What the task asks
Write out each line of the entries below that holds the word "controls".

Extracted information Block Start

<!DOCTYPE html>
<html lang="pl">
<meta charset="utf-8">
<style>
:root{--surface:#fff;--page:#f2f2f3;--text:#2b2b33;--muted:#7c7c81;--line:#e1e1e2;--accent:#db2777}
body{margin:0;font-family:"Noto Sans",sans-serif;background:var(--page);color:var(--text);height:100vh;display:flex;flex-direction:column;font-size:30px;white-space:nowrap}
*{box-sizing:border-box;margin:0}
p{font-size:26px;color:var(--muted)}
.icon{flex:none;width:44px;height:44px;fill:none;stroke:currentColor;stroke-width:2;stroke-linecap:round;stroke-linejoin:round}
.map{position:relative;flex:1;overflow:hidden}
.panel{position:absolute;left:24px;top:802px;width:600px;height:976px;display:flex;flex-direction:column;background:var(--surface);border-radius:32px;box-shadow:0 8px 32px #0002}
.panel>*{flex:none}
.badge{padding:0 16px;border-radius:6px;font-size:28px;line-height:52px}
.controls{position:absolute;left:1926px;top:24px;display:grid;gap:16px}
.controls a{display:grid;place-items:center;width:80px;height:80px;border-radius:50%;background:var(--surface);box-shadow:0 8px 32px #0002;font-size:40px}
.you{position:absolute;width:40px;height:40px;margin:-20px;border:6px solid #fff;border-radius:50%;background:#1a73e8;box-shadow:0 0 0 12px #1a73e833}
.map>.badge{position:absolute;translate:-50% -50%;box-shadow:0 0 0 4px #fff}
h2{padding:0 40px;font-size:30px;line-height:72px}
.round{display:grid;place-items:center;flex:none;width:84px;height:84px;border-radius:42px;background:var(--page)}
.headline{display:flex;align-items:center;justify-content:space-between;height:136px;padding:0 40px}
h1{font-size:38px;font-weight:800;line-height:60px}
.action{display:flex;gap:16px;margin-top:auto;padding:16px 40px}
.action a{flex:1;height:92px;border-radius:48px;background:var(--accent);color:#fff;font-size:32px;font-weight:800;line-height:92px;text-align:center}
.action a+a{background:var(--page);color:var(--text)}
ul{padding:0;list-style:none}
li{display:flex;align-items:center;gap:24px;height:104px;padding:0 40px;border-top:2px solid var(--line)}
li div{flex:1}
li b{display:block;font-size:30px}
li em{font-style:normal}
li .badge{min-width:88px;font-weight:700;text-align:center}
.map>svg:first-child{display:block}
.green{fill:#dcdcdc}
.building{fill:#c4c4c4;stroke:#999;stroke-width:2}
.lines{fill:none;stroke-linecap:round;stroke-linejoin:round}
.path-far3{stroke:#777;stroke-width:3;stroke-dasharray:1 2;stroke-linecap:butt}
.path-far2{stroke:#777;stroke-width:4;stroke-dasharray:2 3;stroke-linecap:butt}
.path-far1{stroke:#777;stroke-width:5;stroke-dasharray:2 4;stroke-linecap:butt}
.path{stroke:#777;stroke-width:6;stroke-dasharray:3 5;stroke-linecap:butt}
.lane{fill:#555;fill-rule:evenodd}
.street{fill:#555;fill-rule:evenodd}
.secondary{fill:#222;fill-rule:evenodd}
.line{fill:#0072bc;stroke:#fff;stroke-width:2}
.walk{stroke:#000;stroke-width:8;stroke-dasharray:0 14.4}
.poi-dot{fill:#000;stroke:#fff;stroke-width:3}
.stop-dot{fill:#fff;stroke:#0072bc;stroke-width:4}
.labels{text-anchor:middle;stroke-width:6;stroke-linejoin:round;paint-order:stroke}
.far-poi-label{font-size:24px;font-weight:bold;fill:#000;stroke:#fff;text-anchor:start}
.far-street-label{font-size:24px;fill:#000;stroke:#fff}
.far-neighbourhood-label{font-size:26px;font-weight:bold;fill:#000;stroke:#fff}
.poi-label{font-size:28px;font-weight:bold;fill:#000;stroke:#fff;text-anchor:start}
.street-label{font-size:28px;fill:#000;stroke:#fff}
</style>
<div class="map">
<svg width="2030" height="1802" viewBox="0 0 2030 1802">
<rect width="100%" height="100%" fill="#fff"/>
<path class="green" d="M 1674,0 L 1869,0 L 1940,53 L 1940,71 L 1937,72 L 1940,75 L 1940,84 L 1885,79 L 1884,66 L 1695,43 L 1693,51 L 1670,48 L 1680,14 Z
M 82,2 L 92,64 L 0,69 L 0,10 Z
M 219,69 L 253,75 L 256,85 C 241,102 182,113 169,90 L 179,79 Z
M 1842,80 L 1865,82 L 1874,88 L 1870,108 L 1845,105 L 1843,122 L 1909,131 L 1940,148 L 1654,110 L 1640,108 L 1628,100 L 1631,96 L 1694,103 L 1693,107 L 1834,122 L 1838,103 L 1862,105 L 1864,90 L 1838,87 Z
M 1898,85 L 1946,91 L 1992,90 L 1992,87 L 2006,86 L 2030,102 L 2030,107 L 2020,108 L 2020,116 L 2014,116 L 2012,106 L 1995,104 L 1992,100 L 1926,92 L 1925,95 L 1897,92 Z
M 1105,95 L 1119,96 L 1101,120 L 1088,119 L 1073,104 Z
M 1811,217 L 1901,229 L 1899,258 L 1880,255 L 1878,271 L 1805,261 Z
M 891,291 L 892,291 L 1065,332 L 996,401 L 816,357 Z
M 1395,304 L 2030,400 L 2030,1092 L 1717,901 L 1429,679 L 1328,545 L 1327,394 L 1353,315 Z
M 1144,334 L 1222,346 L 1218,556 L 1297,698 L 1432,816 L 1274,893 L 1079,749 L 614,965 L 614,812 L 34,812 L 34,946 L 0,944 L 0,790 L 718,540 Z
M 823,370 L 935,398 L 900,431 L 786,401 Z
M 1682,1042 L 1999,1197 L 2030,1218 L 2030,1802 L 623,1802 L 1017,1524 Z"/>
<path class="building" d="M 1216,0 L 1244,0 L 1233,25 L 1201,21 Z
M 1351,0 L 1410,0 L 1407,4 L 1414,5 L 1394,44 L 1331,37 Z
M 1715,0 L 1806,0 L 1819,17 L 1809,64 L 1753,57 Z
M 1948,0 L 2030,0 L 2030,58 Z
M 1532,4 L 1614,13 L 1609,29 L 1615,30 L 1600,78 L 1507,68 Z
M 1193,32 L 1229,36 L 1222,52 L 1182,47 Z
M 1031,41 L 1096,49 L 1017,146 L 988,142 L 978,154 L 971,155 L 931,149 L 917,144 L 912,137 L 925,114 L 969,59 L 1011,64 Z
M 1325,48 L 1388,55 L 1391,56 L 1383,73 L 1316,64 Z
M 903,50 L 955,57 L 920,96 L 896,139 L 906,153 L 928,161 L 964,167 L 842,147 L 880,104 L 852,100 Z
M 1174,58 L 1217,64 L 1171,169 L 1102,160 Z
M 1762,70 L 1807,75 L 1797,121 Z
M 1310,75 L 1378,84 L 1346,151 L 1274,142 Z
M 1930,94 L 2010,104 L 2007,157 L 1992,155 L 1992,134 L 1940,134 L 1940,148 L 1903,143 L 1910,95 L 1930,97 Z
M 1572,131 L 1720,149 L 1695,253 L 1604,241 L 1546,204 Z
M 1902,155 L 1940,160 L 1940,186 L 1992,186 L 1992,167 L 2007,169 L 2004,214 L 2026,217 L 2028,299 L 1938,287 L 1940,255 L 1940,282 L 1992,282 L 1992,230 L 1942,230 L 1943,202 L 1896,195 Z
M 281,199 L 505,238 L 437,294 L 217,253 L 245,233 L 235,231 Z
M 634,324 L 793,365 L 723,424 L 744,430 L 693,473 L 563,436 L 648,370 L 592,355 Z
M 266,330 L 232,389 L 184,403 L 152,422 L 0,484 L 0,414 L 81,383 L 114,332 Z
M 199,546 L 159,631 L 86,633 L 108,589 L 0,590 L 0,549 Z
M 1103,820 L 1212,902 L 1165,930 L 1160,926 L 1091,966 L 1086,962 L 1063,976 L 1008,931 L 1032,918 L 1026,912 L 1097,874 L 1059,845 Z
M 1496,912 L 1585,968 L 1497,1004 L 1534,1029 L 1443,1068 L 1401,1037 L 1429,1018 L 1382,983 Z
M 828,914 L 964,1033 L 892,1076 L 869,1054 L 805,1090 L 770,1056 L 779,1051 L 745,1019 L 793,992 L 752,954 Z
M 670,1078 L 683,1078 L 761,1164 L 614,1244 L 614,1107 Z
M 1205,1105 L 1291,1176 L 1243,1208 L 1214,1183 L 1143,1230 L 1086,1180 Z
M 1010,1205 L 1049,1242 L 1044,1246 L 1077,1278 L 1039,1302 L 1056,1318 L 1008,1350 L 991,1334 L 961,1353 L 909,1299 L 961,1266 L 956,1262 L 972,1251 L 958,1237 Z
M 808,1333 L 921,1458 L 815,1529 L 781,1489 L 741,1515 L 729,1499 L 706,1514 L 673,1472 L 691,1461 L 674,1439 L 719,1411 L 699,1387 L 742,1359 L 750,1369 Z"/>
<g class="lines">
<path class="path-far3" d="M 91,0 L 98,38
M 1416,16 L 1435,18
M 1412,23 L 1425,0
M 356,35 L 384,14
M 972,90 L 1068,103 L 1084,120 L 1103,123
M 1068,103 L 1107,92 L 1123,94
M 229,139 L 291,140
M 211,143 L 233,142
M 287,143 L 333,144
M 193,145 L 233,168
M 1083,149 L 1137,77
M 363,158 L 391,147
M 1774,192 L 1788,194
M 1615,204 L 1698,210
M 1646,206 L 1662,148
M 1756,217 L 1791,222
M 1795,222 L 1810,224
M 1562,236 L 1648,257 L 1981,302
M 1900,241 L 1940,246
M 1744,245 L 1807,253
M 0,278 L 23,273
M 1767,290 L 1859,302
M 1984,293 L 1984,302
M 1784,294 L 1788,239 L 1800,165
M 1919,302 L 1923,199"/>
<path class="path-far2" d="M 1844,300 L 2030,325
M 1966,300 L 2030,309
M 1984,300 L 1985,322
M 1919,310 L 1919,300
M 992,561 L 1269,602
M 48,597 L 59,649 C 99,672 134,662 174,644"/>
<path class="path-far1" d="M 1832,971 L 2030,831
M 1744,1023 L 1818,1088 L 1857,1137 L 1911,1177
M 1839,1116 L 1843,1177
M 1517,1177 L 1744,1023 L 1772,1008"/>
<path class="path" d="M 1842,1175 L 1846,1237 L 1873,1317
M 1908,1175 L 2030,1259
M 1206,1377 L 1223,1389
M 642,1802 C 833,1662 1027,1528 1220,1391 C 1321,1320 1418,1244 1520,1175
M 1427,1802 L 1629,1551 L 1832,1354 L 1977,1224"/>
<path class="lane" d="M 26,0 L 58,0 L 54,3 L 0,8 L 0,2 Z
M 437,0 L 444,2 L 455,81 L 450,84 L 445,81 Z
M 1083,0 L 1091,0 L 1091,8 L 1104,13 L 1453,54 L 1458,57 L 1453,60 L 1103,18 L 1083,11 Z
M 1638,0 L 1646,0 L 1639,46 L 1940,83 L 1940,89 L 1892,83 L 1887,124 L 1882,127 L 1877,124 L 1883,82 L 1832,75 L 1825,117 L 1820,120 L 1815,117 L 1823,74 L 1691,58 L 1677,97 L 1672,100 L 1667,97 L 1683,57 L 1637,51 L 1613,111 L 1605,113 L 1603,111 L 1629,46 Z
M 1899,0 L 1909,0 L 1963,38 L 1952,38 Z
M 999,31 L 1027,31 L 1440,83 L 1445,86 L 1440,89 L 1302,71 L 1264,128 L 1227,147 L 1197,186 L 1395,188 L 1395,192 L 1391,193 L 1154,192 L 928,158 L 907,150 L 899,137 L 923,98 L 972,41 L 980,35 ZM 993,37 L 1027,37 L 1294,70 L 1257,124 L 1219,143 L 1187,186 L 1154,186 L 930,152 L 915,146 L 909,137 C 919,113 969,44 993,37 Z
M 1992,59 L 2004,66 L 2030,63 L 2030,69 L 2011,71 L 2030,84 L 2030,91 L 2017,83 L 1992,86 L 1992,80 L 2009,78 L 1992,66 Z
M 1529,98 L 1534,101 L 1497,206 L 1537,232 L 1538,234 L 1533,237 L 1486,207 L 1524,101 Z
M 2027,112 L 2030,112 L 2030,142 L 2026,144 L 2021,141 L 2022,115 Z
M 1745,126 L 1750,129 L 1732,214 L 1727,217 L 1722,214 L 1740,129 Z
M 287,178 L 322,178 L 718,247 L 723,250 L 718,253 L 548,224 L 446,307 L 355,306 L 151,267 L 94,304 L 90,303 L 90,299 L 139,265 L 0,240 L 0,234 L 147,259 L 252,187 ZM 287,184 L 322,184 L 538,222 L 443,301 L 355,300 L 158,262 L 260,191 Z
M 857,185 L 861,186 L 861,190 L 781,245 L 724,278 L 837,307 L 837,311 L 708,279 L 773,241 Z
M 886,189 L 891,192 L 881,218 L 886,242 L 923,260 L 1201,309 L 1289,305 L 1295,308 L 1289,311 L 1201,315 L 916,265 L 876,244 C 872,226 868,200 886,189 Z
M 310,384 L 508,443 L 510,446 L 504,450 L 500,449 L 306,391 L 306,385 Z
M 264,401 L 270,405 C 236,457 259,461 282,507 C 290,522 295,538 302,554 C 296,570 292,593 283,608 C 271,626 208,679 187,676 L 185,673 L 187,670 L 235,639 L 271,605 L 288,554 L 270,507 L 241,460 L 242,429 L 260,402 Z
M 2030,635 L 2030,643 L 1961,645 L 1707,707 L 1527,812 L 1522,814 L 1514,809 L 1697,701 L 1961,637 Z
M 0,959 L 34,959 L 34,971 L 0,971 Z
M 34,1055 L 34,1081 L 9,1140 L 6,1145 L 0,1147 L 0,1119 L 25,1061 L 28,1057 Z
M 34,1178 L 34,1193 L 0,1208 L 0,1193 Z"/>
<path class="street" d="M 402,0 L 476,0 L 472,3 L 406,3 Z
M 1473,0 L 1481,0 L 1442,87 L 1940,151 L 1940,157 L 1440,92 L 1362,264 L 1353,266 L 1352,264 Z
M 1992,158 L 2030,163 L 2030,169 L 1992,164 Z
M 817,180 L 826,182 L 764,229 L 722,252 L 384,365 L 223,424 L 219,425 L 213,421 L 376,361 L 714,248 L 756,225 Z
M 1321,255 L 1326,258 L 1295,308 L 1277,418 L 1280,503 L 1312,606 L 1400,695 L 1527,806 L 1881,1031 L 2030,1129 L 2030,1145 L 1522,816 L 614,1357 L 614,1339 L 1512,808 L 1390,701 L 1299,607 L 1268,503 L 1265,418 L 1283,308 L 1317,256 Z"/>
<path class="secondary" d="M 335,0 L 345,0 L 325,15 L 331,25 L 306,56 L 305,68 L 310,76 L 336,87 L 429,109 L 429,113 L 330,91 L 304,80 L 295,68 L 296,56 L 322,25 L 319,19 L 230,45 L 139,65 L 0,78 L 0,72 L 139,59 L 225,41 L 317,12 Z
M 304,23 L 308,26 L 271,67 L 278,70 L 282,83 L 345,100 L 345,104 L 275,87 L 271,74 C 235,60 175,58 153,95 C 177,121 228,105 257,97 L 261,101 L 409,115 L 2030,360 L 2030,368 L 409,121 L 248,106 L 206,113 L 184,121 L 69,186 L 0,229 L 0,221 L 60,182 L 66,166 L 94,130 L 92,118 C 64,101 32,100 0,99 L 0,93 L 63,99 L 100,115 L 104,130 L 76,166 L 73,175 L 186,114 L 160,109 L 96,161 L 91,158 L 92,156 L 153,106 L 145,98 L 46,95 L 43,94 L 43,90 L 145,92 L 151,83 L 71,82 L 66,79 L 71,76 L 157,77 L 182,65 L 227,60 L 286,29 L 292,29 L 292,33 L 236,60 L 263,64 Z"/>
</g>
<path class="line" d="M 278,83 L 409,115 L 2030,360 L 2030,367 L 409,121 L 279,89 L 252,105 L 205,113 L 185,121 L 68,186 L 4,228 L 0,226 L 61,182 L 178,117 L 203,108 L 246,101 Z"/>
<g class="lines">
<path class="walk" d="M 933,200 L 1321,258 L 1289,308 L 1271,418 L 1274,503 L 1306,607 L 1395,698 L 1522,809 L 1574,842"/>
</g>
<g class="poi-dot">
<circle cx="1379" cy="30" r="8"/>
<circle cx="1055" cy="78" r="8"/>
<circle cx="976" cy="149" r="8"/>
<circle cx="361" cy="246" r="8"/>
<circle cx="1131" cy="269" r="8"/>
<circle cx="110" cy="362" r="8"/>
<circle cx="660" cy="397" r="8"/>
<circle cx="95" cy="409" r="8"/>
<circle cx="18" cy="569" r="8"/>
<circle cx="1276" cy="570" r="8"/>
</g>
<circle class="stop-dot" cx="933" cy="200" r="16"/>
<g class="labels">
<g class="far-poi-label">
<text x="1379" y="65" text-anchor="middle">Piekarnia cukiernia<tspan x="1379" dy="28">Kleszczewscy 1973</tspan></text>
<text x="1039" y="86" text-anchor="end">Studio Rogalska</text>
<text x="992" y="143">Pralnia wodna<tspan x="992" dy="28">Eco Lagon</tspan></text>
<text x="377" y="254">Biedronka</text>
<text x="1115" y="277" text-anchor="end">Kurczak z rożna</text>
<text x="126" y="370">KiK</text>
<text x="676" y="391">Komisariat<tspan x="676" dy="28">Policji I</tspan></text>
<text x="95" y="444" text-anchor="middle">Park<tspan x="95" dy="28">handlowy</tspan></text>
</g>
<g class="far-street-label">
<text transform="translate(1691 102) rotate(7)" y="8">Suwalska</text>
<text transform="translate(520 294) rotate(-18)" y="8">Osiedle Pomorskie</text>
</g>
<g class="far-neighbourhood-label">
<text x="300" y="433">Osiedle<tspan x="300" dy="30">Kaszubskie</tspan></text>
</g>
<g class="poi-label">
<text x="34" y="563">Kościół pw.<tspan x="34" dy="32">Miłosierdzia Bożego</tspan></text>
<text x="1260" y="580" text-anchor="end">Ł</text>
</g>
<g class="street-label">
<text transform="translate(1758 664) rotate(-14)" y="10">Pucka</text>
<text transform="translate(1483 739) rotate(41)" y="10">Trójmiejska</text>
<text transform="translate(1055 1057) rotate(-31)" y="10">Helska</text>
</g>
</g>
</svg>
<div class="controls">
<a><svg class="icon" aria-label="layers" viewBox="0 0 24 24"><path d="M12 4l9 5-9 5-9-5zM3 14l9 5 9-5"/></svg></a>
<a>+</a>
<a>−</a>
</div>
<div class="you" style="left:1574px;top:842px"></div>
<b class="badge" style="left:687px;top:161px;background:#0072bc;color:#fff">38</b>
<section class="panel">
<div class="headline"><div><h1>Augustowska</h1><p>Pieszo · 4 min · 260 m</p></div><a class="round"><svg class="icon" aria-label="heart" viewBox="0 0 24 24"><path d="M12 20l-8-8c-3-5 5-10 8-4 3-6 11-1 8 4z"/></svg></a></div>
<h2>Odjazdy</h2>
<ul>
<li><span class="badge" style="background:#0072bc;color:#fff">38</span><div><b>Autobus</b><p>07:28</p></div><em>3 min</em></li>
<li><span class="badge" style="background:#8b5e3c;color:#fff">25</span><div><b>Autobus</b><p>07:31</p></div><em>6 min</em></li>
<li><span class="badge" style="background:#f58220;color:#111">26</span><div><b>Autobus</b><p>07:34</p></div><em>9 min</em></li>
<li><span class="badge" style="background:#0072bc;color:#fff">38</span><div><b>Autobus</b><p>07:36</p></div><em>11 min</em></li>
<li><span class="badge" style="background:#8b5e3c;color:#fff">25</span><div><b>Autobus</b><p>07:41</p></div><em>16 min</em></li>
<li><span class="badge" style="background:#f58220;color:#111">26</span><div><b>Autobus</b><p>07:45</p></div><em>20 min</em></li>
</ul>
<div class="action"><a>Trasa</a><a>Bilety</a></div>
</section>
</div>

Extracted information Block End

Exercise result
.controls{position:absolute;left:1926px;top:24px;display:grid;gap:16px}
.controls a{display:grid;place-items:center;width:80px;height:80px;border-radius:50%;background:var(--surface);box-shadow:0 8px 32px #0002;font-size:40px}
<div class="controls">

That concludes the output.